What you should do
Where the string "JSON" appears in a line of the material below, copy that line.

Data listing
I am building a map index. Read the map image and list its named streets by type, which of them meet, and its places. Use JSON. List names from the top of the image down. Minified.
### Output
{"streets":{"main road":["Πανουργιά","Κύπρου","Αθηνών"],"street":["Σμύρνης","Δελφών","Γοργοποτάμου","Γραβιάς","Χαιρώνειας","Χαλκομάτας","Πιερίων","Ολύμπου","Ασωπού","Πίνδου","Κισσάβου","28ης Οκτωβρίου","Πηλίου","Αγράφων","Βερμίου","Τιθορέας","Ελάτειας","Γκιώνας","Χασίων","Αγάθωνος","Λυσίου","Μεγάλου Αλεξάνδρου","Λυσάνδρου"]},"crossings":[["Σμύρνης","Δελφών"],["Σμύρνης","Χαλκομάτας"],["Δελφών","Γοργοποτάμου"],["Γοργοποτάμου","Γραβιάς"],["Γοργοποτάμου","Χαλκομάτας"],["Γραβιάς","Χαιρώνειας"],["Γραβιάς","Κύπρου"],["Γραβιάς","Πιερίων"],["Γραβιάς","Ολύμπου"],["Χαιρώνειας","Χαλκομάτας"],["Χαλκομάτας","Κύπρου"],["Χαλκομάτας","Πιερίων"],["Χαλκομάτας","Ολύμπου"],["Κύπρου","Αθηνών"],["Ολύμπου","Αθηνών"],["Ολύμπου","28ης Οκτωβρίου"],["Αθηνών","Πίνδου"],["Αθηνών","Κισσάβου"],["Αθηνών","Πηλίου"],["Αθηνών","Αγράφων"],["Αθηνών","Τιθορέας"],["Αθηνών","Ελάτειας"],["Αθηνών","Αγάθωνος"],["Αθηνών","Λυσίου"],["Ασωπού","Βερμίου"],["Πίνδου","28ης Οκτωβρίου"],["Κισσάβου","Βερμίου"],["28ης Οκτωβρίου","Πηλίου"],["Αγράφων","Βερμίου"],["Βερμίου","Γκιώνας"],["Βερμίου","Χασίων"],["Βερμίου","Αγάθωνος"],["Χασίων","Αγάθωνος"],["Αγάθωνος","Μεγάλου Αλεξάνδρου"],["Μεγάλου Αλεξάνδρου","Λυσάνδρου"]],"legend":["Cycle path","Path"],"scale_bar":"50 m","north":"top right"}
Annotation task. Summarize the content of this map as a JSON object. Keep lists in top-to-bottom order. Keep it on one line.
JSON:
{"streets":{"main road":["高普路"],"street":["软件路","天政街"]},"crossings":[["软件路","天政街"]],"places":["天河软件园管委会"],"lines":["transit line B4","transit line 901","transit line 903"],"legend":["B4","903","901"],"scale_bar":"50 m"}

Output for this task
I am building a map index. Read the map image and list its named streets by type, which of them meet, and its places. Use JSON. List names from the top of the image down. Minified.
Annotation task. Summarize the content of this map as a JSON object. Keep lists in top-to-bottom order. Keep it on one line.
JSON:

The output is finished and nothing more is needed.